To prepare for his role, Cho admits that he didn’t watch the Gellar films – and in fact has never seen them – but was only advised to check out the “Ju-On” franchise, to which this incarnation is “definitely an homage” and “pretty much directly connect(s).”
Ironically, Cho says he made a point of avoiding horror films for much of his life.
“I never wanted to purposely scare myself,” he said. “That’s why I stayed away from (the horror genre) for a long time, just had no desire to engage, even when my friends, you know as teenagers, were watching ‘Friday the 13th’ and ‘Halloween,’ I just was not into it.”
The “Searching” star attributes his discomfort with the genre to his “very traumatic experience” of seeing “Death Ship 2” at just 6 years old during his first trip to the movies.
“We had just moved to the United States from Korea,” he said, noting that Korea wasn’t showing R-rated movies during those days. “Everything was sort of for general audiences.”
The family quickly learned that American cinemas were very different.
“I was traumatized to see a woman murdered pretty gruesomely within the first couple minutes of the movie.
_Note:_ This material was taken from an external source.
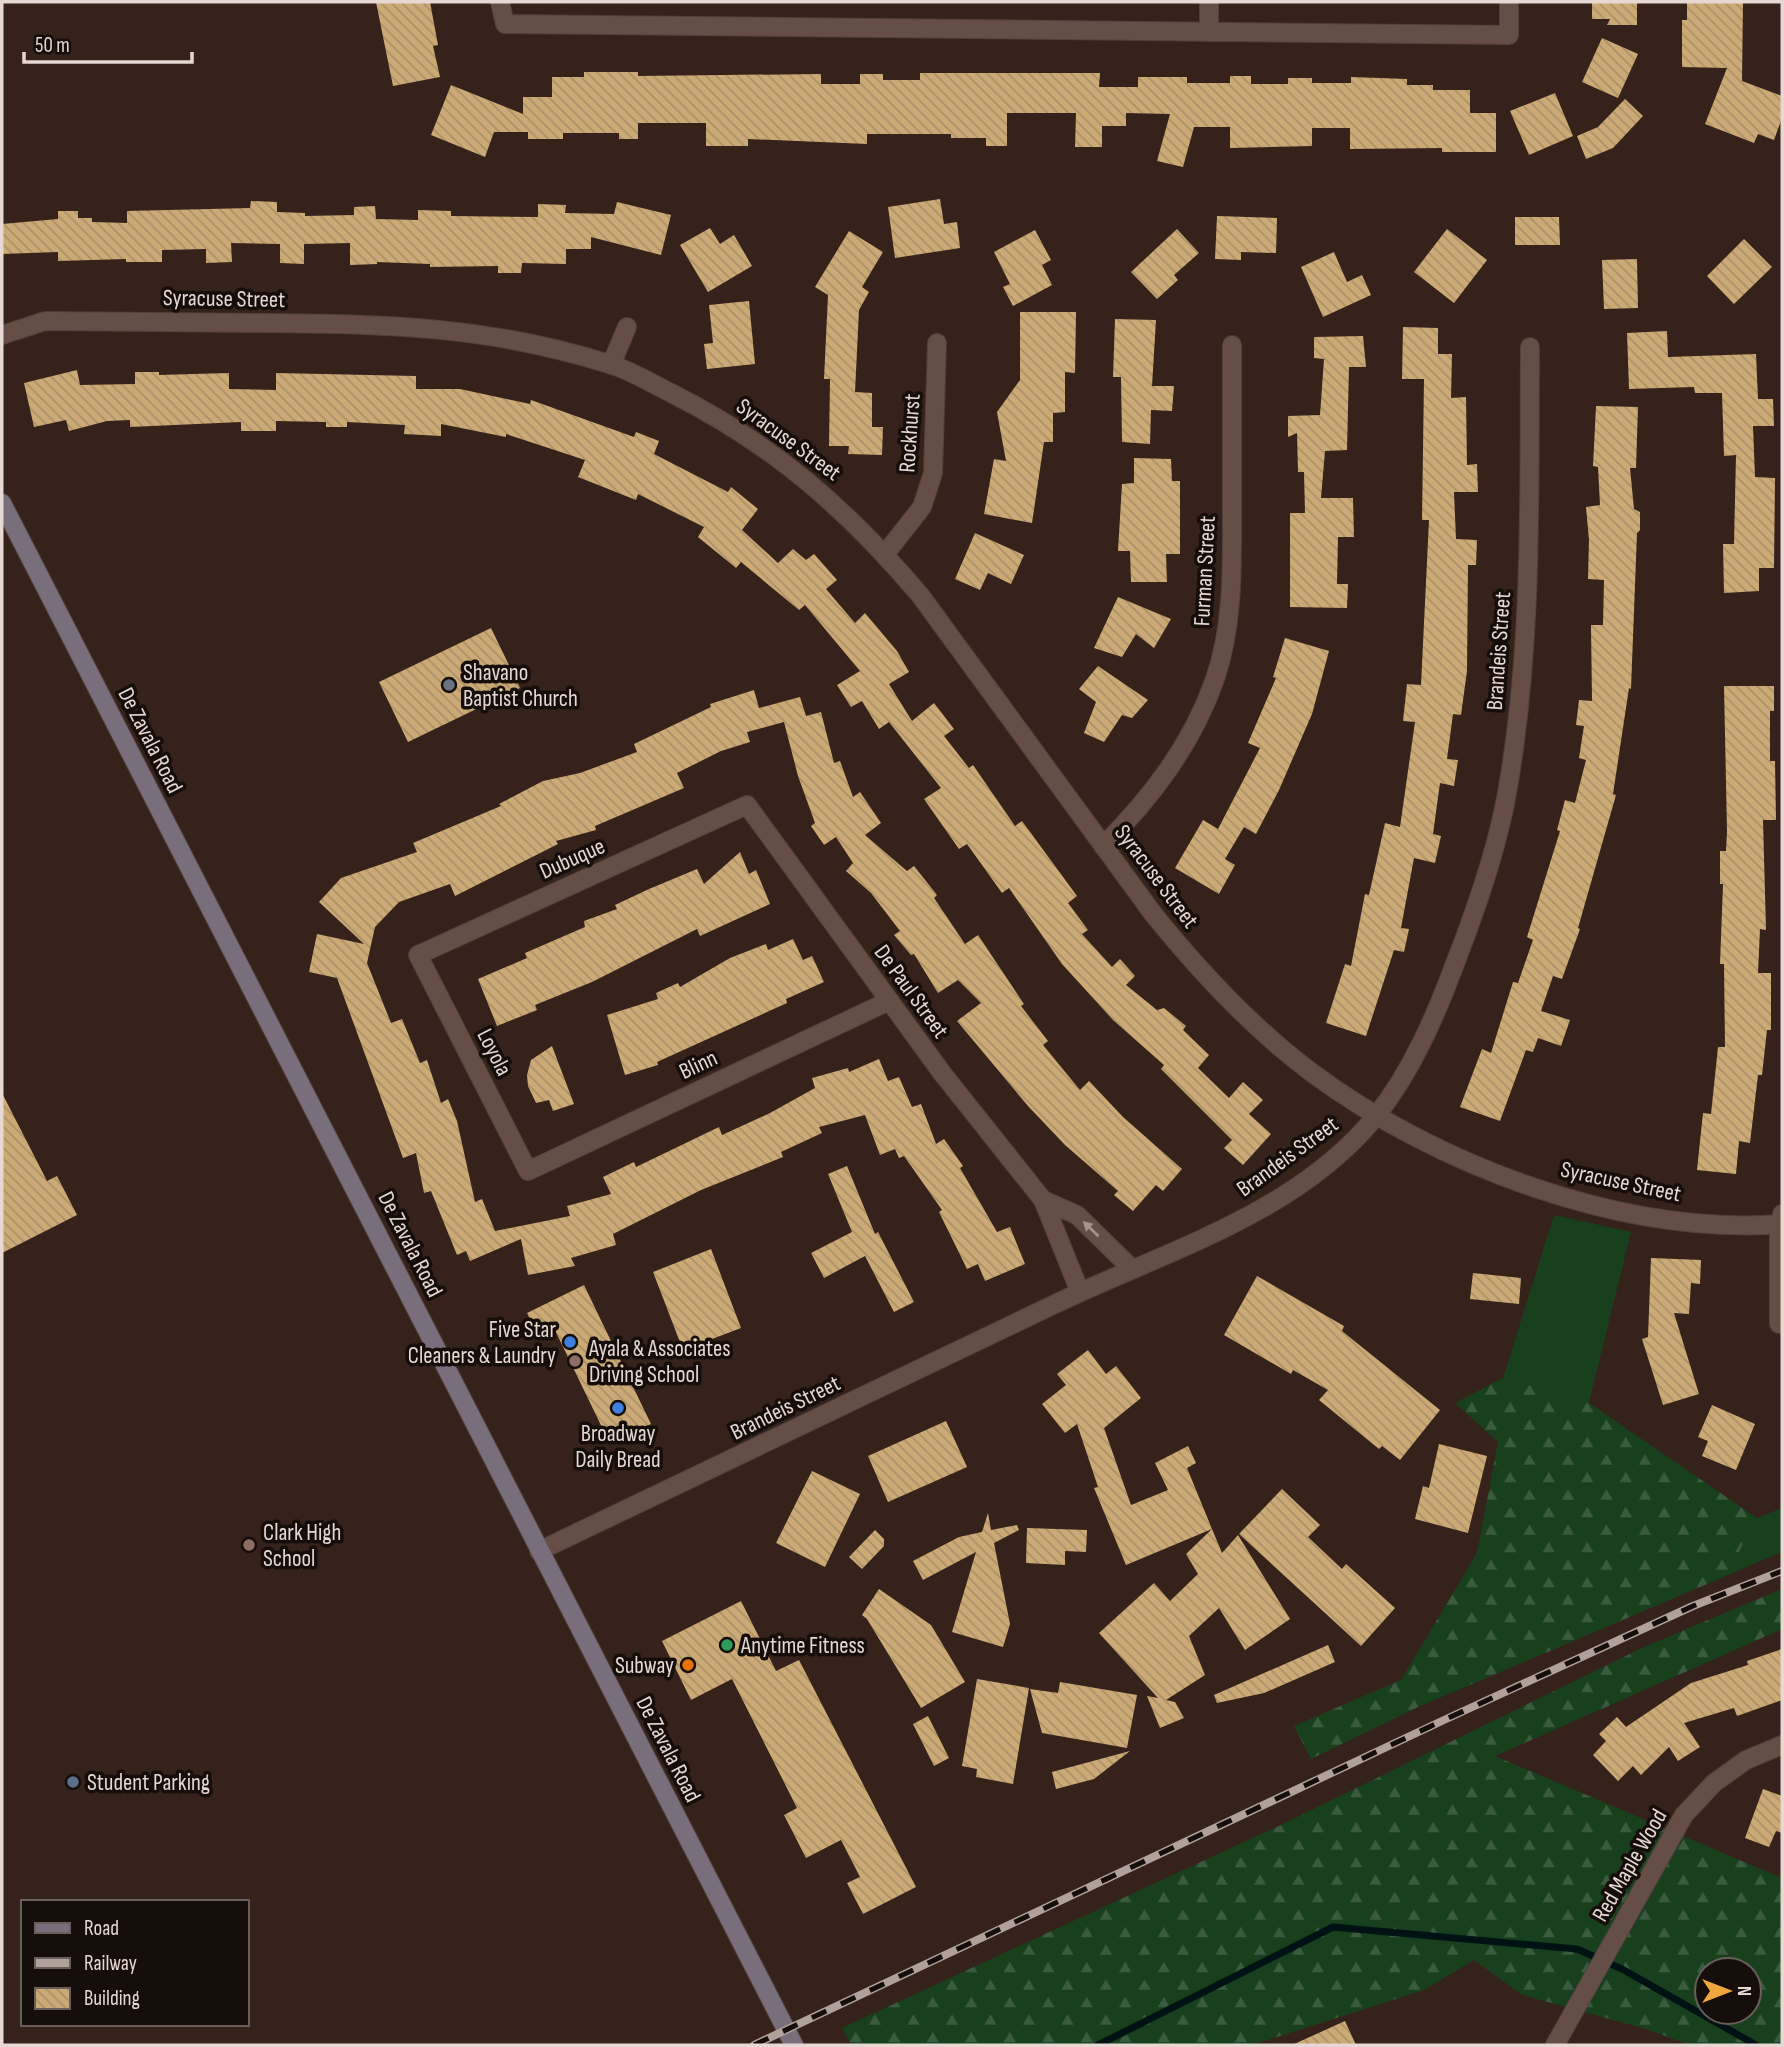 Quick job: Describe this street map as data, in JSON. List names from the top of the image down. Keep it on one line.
{"streets":{"main road":["De Zavala Road"],"street":["Syracuse Street","Rockhurst","Furman Street","Brandeis Street","Dubuque","De Paul Street","Loyola","Blinn","Red Maple Wood"]},"crossings":[["Syracuse Street","Rockhurst"],["Syracuse Street","Furman Street"],["Syracuse Street","Brandeis Street"],["Brandeis Street","De Zavala Road"],["Brandeis Street","De Paul Street"],["Dubuque","De Paul Street"],["Dubuque","Loyola"],["De Paul Street","Blinn"],["Loyola","Blinn"]],"places":["Shavano Baptist Church","Five Star Cleaners & Laundry","Ayala & Associates Driving School","Broadway Daily Bread","Clark High School","Anytime Fitness","Subway","Student Parking"],"legend":["Road","Railway","Building"],"scale_bar":"50 m","north":"right"} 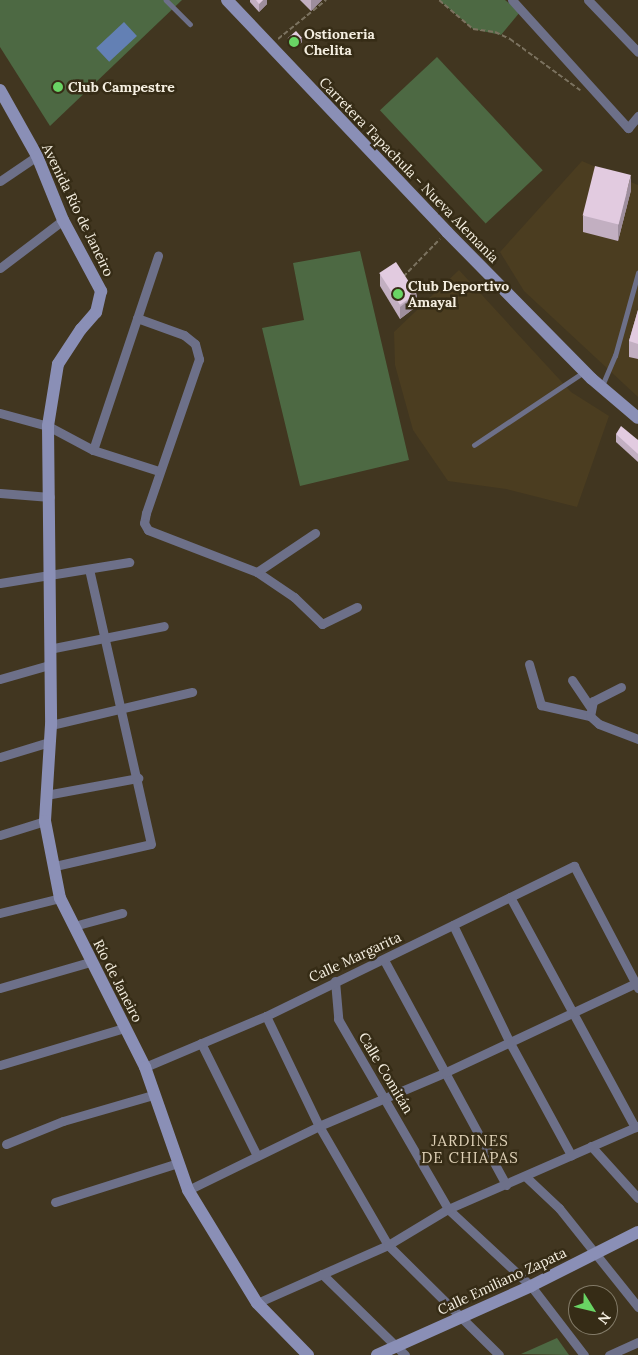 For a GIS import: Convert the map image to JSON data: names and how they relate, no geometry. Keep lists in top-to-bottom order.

But because we had paid the four bucks for the air conditioning, we did not leave,” Cho said.
He added with a laugh that his parents just covered his and his brother’s eyes “whenever there was somebody getting killed. Or having sex. There was a lot of both on this death ship.”
In 2017, Cho inched back toward the genre with a role on the second season of Fox’s anthology series “The Exorcist,” a sequel to the 1973 film of the same name starring Linda Blair.
“One of the drivers (to be in that show) was the fact that Asian-American faces are unusually absent from the horror genre,” Cho said.
But it was “Get Out,” which premiered in 2017, that truly changed things for the “Star Trek” actor and in fact altered his “thinking about horror completely.”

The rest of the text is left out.